Wherever the string "place" appears in a line of the listing below, report that line.

Input for this task
■ ■ ■

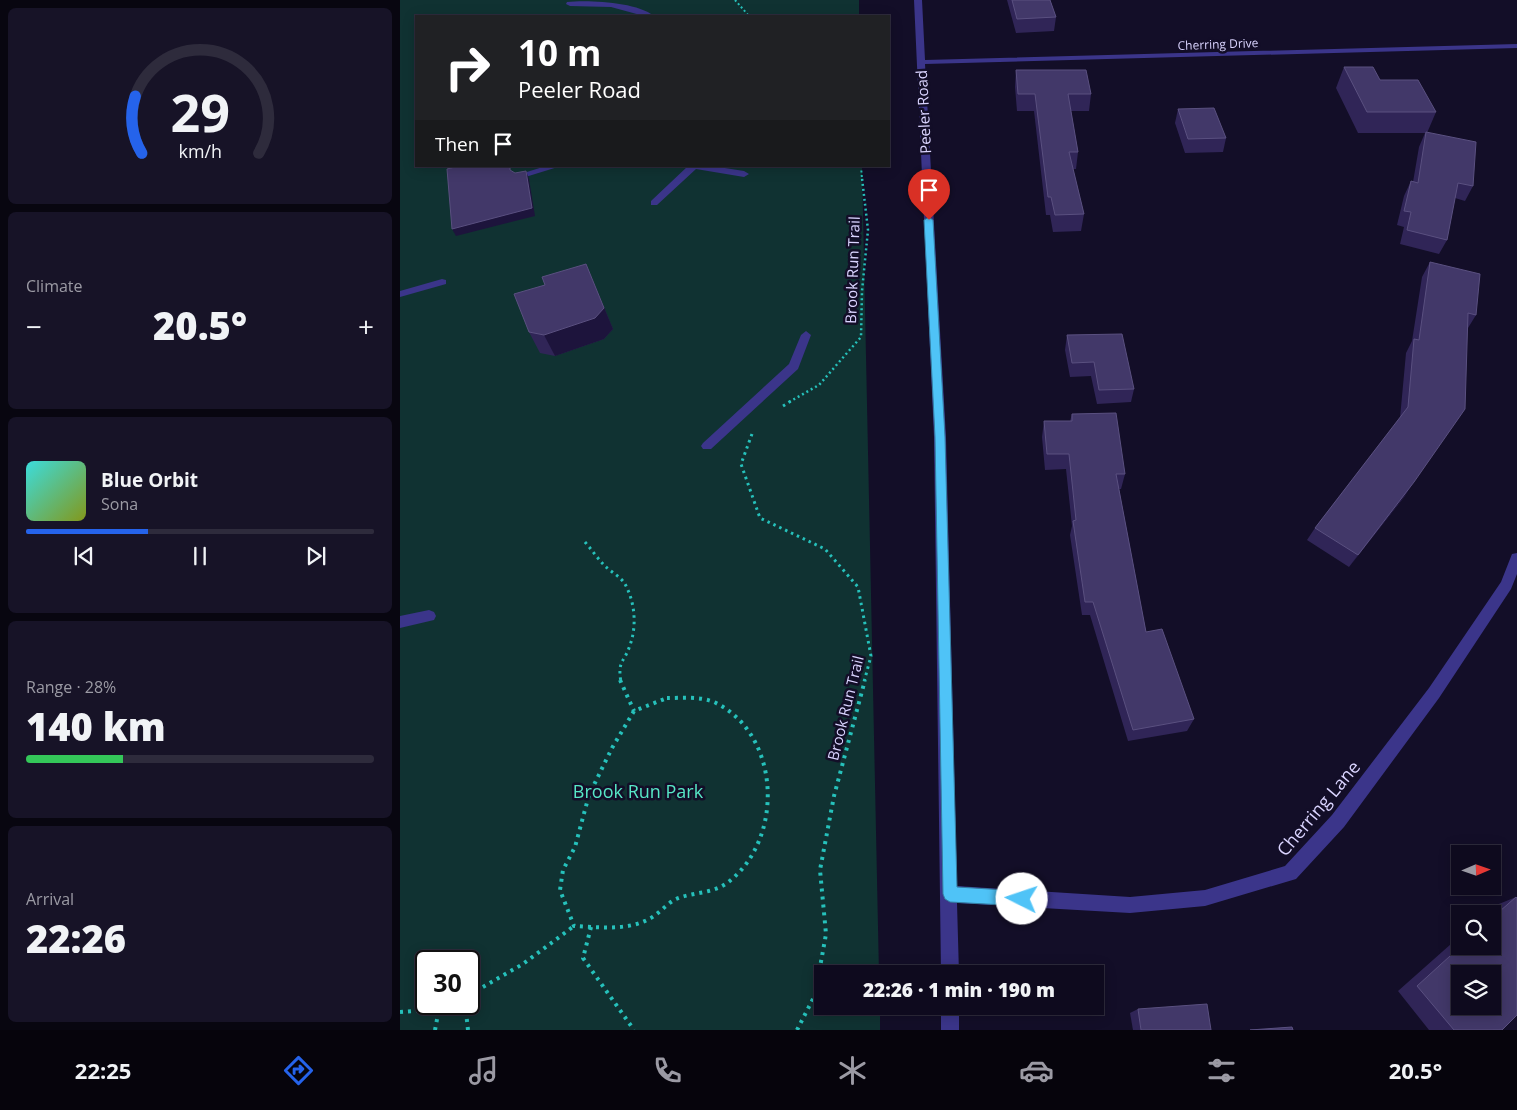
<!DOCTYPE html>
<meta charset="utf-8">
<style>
body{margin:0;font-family:"Open Sans",sans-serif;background:#171327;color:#f1f3f6;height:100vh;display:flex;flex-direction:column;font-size:19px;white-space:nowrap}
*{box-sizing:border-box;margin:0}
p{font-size:16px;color:#9b9aa4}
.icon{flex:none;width:28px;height:28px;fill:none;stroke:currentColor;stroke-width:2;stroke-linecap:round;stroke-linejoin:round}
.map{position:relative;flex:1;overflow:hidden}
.sheet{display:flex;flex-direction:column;gap:8px;padding:8px;background:#080610;width:400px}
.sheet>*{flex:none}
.guide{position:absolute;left:15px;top:15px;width:475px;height:152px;border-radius:0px;box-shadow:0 2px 12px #0003,0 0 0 1px #2e2b3c;background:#202124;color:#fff;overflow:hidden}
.needle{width:32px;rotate:88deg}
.fabs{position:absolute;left:1051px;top:845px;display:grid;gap:10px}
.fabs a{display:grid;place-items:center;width:50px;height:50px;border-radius:0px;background:#0e0a1e;box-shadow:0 2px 12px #0003,0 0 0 1px #2e2b3c;font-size:25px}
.speed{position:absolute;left:15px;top:950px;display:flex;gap:10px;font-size:25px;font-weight:700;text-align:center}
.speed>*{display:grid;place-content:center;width:65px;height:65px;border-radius:50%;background:#0e0a1e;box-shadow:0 2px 12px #0003,0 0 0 1px #2e2b3c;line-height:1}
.speed .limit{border:2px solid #111;border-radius:8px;background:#fff;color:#111}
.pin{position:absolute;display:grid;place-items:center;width:42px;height:42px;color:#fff;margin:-51px -21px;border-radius:50% 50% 50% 0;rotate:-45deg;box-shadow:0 0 5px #0007}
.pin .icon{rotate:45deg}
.me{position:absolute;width:55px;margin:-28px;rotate:274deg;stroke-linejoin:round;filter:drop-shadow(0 0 4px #0008)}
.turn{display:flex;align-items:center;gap:18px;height:105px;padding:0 20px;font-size:22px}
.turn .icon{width:65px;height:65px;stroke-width:2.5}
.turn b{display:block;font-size:35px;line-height:42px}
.then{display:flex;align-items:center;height:48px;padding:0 20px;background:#0003;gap:10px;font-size:19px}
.big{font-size:38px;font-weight:800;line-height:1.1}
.sheet .widget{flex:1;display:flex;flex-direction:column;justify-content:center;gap:8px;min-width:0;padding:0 18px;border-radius:8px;background:#171327}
.sheet .dial{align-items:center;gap:0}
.dial svg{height:130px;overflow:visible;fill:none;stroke:#2e2b3c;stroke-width:7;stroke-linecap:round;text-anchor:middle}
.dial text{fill:#f1f3f6;stroke:none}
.song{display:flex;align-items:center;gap:15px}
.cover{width:60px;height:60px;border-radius:8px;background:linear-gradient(135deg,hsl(180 70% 55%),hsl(70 70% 35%))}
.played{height:5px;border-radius:2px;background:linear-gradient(90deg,#2563eb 35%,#2e2b3c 35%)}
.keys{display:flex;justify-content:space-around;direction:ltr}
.heat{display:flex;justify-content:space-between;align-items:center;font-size:28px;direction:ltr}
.charge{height:8px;border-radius:4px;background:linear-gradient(90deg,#34c759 28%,#2e2b3c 0)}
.trip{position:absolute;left:414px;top:965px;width:290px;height:50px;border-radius:0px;background:#0e0a1e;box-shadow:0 2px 12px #0003,0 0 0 1px #2e2b3c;font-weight:800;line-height:50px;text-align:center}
.dock{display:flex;height:80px;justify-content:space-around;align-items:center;background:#06040c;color:#9b9aa4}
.dock .icon{width:35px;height:35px}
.dock .selected{color:#2563eb}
.dock b{font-size:22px;color:#f1f3f6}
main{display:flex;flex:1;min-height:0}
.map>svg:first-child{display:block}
</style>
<main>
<section class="sheet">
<div class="widget dial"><svg viewBox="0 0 100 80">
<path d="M14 69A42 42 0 1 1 86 69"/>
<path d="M14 69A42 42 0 0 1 10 34" stroke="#2563eb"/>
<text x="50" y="56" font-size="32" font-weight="700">29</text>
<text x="50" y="72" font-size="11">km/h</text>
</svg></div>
<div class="widget"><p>Climate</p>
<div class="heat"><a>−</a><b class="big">20.5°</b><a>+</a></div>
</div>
<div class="widget">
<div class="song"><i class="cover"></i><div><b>Blue Orbit</b><p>Sona</p></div></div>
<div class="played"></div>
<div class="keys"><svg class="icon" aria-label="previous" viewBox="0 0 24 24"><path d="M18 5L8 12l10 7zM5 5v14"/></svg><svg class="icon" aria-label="pause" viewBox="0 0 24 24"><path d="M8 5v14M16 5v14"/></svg><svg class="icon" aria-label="next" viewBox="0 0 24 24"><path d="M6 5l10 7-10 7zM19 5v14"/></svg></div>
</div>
<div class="widget"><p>Range · 28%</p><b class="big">140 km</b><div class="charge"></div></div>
<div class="widget"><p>Arrival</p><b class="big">22:26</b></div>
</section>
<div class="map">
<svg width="1117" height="1030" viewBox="0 0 1117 1030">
<rect width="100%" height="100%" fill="#130e28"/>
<!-- green -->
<path fill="#103232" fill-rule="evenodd" d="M0 0H459V16H16V166H462L479 974H422V1006H480V1030H0ZM26 961H69V1004H26Z"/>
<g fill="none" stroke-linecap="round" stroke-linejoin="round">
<!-- path-far3 -->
<g stroke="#26c1bb" stroke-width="2" stroke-dasharray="2 2.5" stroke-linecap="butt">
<polyline points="335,0 349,16"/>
<polyline points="461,166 462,179"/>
</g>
<!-- path-far2 -->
<polyline stroke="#26c1bb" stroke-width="2.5" stroke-dasharray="2 3" stroke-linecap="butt" points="389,402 419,385 461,337 462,291 468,230 462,178"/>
<!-- path-far1 -->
<g stroke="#26c1bb" stroke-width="3" stroke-dasharray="2.5 4" stroke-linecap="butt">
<polyline points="383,406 391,401"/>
<polyline points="352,434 341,464 360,518 425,549 458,587 471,656 464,682"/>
<path d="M185 542C192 550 198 559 205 566 211 572 221 577 225 584 235 602 237 626 230 645 225 662 217 660 221 682"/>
</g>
<!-- path -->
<g stroke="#26c1bb" stroke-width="4" stroke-dasharray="3 5" stroke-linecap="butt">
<polyline points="220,680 234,711"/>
<path d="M267 698C282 698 302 696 316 703 382 736 384 841 327 883 312 894 292 892 276 899 266 904 259 914 249 919 227 931 198 927 174 926L160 890 163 870 175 847 189 795 212 748 234 711Z"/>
<polyline points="191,927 183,958 234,1030"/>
<polyline points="69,995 123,964 174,926"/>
<polyline points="62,1004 66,1012 68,1030"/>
<polyline points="0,1012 39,1009 51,1004"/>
<polyline points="35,1030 39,1009"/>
<polyline points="397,1030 415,995 426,934 420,870 434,796 465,680"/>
</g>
<!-- minor -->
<g fill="#3b358a" fill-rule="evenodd">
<polygon points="514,0 522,0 525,60 1117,44 1117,48 525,64 546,437 557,886 730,897 805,890 885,866 932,815 1029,688 1101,582 1112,554 1117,553 1117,574 1111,589 1039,698 944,827 896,879 805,906 730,913 557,903 559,974 541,974 534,437"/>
<path d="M167 2C190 0 236 2 254 16H244L211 7 170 6 166 4Z"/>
<polygon points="146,166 161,166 119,179 114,176"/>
<polygon points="288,166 312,166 344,171 349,174 344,177 296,169 257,205 251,205 251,201"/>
<polygon points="42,279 46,280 46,284 0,297 0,291"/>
<polygon points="406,331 411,335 398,369 311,449 303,449 301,446 303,443 389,364 401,335"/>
<polygon points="29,610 34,612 36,616 34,620 0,628 0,616"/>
<rect x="541" y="1006" width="18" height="24"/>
</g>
</g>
<!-- wall -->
<g fill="#302557">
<polygon points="607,0 650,0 656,17 654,31 616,33"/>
<polygon points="944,67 980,80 1036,112 1027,133 1073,186 1065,201 1055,198 1047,240 1039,254 1000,244 1004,227 997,225 1004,196 1011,181 1013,182 1019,147 1025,133 958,133 936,88"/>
<polygon points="616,70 691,94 689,111 671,111 678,152 676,169 673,169 684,214 681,231 653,232 650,215 646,215 634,111 617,111 615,87"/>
<polygon points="778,109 826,138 823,152 785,153 775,123"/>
<polygon points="1030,262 1076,315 1068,328 1005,496 949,567 907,540 915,528 1000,418 1006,353 1012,341 1022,277"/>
<polygon points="186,264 213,329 204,339 155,356 140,353 129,332 145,285"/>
<polygon points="667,335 734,389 731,402 697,404 691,376 670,377 665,350"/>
<polygon points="672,414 725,474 721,489 719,489 746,632 794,719 787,731 728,741 690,615 682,615 670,535 672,526 666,469 645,470 642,437 644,421 670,421"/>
<polygon points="1116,897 1102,1030 1029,1030 998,991 1060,936 1060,946 1092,946 1092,914 1085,914 1094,906"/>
<polygon points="738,1009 811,1030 733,1030 730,1013"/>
</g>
<!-- shaded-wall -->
<g fill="#1d143c">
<polygon points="126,171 129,179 135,216 56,236 52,229"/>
<polygon points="186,264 213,329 204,339 155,356 144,335"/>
<polygon points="1014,482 1005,496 949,567 958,555"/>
</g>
<!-- building -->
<g fill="#423869" stroke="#5a5080" fill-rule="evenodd">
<polygon points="612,0 650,0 656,17 617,19"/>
<polygon points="944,67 973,67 980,80 1018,80 1036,112 967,112"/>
<polygon points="616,70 686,70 691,94 668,94 678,152 669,152 684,214 655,215 651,197 648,197 635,94 618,94"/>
<polygon points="814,108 826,138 788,139 778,109"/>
<polygon points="1026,132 1076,142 1073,186 1058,183 1047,240 1007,230 1011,212 1004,211 1011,181 1018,183"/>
<polygon points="59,166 104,166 110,167 110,170 115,173 126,171 132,208 52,229 47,169"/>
<polygon points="1030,262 1080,274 1076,315 1068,313 1065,409 1014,482 958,555 915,528 1008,407 1014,339 1019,340"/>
<polygon points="186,264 204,308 195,318 144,335 129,332 114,294 145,285 142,277"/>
<polygon points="722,334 734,389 699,390 694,362 672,363 667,335"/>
<polygon points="716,413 725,474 716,474 746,632 762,629 794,719 733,730 693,602 685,602 673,521 676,520 669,454 647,454 644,421 672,421 672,414"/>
<path d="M1116 897 1117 898V1015L1102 1030H1054L1017 986 1061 946H1092V918ZM1060 974H1092V1006H1060Z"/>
<polygon points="807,1004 811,1030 741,1030 738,1009"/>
<polygon points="892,1027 893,1030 850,1030"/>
</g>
<!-- route -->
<polygon fill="#4fc3f7" stroke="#337fa1" points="529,217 533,220 545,437 557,887 622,891 628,893 630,899 628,904 622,906 550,902 545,899 543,894 535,437 524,220"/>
<g text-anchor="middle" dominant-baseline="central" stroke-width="5" stroke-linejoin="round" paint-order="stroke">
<!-- far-street labels -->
<g font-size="12" fill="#dad4ff" stroke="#130e28">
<text transform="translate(818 44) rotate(-2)">Cherring Drive</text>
</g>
<!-- street labels -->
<g font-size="15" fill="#dad4ff" stroke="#130e28">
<text transform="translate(523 112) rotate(-93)">Peeler Road</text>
<text transform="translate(452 270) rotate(-88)">Brook Run Trail</text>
<text transform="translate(445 708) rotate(-76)">Brook Run Trail</text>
</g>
<!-- near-park labels -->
<g font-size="18" fill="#57e8c7" stroke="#130e28">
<text x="238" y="791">Brook Run Park</text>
</g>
<!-- near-street labels -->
<g font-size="18" fill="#dad4ff" stroke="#130e28">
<text transform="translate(918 808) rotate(-50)">Cherring Lane</text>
</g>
</g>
</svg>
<div class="fabs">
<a><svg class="needle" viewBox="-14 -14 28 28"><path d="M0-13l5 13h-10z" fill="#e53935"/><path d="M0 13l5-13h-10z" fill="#9b9aa4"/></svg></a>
<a><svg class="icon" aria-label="search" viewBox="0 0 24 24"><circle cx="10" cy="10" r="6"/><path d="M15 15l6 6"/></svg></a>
<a><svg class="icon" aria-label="layers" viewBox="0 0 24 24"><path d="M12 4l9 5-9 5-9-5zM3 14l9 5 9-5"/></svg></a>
</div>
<div class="speed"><div class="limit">30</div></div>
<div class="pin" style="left:529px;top:220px;background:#d93025"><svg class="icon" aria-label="arrive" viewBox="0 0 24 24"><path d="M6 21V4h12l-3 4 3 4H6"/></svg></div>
<svg class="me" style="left:622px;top:899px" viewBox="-20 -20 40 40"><circle r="19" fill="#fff"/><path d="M0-13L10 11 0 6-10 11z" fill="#4fc3f7"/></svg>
<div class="trip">22:26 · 1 min · 190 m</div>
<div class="guide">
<div class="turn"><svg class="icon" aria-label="right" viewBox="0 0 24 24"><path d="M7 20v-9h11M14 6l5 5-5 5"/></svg><div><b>10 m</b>Peeler Road</div></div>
<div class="then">Then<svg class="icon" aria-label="arrive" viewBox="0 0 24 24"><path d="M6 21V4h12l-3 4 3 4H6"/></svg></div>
</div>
</div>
</main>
<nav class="dock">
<b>22:25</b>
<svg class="icon selected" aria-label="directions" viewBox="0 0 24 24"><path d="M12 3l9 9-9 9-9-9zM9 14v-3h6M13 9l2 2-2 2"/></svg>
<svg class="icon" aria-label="music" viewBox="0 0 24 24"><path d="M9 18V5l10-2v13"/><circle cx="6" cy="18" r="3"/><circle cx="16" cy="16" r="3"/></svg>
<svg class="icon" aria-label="phone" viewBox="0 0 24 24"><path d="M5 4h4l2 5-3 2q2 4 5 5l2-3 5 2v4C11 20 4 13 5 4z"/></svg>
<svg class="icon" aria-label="climate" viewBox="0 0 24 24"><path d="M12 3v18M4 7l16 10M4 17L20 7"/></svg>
<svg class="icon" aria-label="car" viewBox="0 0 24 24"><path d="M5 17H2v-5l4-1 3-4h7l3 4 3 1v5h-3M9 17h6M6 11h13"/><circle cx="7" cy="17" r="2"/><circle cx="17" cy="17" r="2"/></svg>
<svg class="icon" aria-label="filters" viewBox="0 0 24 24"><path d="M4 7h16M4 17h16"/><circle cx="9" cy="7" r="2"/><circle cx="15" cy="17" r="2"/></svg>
<b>20.5°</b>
</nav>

■ ■ ■

Response below
.fabs a{display:grid;place-items:center;width:50px;height:50px;border-radius:0px;background:#0e0a1e;box-shadow:0 2px 12px #0003,0 0 0 1px #2e2b3c;font-size:25px}
.speed>*{display:grid;place-content:center;width:65px;height:65px;border-radius:50%;background:#0e0a1e;box-shadow:0 2px 12px #0003,0 0 0 1px #2e2b3c;line-height:1}
.pin{position:absolute;display:grid;place-items:center;width:42px;height:42px;color:#fff;margin:-51px -21px;border-radius:50% 50% 50% 0;rotate:-45deg;box-shadow:0 0 5px #0007}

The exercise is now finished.